Cymbeline, the King of Britain, is angry that his daughter Imogen has chosen a poor (but worthy) man for her husband. So he banishes Posthumus, who goes to fight for Rome. Imogen (dressed ... See full summary »
Dated but Decent Shakespeare Film, with One Pathetic Scene
This adaptation of Shakespeare's play is certainly dated, but it's not bad (except for one part) for a two-reeler from 1913. The plot of the play is rendered well enough and is self-containedit requires no familiarity with the original source. Some tableau-style relics were still relied upon, such as the title cards that explain the action before we see it, but there's some scene dissection. Additionally, there are a good number of close-ups and, in general, the camera recorded from rather intimate positions. It's stagy, however, and the camera positions, settings and busy extras in the background create confined, cramped spaces, which, unfortunately, were common of Thanhouser productions at the time. (The studio's 1912 "Nicholas Nickleby" is even worse in that respect.) The filmmakers at least attempted some nice lighting effects for the bedchamber scene where Iachimo steals Imogen's bracelet; as a result, it's the standout sequence of the film.

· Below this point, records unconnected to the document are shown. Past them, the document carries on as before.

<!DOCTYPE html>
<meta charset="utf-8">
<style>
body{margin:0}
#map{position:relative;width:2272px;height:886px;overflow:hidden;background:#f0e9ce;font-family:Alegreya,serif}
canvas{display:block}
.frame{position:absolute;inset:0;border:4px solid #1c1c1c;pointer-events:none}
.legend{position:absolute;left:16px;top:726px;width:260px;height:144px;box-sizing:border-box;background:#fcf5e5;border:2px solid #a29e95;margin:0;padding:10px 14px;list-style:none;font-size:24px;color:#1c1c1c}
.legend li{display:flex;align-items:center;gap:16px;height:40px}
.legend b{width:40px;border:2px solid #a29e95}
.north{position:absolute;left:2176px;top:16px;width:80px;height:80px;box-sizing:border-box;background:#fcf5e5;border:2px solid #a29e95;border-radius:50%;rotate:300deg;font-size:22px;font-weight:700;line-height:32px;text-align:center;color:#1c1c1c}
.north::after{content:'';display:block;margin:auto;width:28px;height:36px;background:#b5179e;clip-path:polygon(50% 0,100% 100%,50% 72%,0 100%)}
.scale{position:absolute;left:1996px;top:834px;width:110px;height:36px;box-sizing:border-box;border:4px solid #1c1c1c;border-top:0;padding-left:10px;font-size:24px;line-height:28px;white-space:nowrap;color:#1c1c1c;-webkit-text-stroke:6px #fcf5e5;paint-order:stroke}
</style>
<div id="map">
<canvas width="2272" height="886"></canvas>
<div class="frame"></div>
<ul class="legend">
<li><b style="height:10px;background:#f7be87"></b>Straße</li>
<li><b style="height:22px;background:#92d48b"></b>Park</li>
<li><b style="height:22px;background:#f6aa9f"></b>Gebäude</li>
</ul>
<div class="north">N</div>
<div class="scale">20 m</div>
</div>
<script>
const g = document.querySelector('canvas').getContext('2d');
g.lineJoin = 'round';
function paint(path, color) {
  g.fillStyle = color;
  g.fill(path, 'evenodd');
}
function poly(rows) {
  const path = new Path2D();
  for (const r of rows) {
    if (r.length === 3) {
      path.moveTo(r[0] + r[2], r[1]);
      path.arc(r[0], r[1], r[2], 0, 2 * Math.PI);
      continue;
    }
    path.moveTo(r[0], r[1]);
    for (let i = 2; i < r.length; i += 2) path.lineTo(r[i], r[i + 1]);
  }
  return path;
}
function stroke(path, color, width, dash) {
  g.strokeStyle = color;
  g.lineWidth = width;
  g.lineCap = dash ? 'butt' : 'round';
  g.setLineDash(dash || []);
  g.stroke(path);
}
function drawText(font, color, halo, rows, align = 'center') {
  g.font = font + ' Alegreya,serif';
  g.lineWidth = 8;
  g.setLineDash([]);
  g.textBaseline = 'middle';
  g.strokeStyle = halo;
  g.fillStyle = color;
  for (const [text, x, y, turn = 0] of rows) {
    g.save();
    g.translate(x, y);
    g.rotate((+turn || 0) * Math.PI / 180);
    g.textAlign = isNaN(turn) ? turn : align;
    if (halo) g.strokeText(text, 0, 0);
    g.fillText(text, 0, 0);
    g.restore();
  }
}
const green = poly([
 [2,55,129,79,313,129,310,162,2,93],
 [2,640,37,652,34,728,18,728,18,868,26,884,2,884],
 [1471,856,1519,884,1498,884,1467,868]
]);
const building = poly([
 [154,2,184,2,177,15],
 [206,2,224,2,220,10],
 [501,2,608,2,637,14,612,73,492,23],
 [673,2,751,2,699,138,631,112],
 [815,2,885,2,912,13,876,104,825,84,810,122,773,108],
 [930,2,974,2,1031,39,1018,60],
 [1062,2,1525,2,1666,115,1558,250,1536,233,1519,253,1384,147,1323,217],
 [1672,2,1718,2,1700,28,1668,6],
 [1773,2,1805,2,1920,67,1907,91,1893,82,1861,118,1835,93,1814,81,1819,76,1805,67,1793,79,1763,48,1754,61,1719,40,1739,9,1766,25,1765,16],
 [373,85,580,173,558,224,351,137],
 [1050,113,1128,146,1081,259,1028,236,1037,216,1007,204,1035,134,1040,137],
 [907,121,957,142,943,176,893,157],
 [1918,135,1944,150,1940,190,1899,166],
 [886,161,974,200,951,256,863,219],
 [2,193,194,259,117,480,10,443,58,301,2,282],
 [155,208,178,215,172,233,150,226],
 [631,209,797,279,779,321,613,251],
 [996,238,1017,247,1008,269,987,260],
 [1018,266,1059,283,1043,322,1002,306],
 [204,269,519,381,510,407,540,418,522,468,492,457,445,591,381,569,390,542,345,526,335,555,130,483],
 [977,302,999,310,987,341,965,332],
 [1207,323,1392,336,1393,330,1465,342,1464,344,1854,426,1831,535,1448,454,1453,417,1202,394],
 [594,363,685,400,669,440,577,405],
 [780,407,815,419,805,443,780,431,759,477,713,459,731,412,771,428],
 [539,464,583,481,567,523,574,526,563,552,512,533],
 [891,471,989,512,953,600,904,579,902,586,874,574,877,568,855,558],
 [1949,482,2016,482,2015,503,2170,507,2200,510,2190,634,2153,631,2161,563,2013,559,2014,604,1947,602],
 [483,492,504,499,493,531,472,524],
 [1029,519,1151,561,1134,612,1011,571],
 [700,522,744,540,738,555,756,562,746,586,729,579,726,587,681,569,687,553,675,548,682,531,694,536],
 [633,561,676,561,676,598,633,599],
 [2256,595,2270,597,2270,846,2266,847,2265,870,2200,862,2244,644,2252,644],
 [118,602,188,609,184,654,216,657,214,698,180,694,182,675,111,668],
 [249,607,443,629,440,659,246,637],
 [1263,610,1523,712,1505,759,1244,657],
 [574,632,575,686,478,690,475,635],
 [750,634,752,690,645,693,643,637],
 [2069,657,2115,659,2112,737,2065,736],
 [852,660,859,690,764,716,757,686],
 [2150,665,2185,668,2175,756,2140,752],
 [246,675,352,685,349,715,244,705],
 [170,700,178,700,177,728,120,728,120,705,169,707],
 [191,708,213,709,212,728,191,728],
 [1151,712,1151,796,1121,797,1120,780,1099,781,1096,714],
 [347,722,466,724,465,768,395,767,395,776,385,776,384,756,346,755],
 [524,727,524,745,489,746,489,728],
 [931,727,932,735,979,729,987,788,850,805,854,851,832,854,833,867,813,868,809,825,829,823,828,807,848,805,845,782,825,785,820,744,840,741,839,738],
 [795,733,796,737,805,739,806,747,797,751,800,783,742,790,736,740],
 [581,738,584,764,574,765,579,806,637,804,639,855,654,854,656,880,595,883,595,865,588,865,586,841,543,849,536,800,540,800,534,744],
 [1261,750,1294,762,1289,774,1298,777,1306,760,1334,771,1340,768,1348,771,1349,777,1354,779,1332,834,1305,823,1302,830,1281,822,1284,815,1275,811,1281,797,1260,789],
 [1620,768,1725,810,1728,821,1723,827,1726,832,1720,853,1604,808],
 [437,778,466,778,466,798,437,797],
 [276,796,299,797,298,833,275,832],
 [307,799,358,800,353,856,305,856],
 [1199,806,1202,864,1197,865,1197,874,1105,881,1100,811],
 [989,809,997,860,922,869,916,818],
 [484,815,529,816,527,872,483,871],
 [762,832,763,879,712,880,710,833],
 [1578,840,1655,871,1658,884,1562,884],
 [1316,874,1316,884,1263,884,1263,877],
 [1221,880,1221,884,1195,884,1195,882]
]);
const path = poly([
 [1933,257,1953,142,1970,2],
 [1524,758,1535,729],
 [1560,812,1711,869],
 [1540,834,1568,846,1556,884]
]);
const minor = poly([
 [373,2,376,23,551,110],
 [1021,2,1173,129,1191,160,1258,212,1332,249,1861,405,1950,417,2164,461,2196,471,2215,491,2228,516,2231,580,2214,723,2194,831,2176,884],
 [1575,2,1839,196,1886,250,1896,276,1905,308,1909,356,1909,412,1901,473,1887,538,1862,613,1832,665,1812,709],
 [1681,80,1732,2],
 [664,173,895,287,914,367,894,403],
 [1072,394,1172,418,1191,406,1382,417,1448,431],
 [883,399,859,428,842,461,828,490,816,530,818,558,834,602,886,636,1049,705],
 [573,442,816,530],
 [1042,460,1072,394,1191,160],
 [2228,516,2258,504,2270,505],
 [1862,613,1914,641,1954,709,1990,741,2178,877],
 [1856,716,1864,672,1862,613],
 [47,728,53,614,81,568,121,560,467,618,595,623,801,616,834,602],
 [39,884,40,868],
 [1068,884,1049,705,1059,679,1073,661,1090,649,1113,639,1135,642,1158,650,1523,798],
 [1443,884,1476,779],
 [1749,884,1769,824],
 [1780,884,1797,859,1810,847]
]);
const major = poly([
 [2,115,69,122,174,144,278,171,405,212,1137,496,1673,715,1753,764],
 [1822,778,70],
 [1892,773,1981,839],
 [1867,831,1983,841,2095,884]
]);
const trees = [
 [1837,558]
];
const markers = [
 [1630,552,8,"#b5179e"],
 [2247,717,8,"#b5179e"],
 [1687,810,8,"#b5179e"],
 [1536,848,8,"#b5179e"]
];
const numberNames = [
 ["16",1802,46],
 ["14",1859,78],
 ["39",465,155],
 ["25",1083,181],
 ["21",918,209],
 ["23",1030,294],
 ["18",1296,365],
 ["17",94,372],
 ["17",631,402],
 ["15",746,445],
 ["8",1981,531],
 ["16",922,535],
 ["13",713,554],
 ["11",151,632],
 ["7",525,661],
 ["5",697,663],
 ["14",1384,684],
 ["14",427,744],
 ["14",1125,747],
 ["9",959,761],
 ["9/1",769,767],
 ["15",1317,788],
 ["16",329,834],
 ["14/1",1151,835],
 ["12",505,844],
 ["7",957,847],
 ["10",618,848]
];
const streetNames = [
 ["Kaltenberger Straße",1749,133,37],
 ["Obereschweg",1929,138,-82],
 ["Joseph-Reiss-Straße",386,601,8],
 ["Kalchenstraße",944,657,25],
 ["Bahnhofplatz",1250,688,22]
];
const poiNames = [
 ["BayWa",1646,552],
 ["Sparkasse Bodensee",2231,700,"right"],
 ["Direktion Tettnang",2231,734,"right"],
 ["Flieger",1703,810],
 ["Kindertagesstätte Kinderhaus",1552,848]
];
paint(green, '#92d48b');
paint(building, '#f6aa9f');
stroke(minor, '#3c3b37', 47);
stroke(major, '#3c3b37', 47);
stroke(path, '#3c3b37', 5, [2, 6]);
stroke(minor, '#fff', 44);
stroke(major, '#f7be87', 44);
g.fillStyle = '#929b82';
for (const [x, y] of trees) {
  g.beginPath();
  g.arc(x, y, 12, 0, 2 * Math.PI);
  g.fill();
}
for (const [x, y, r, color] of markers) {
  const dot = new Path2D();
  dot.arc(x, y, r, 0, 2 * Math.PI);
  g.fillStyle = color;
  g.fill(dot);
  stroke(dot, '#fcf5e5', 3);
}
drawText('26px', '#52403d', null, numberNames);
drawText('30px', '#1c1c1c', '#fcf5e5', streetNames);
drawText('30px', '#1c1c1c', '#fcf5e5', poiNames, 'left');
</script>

On the other hand, this "Cymbeline" also features one of the most pathetic battle scenes I've ever seen captured on nitrate. A clash between the Roman army and British forces is portrayed by maybe a dozen performers who can't pretend to fight at all. Sure, this was 1913 but that's no excuse; see Griffith's battle sequence in "The Battle at Elderbush Gulch" or the Inceville Indian wars in "Custer's Last Fight" and "The Invaders". Or, the filmmakers could've done more to avoid staging the battle, which others did at this stage of the young cinema.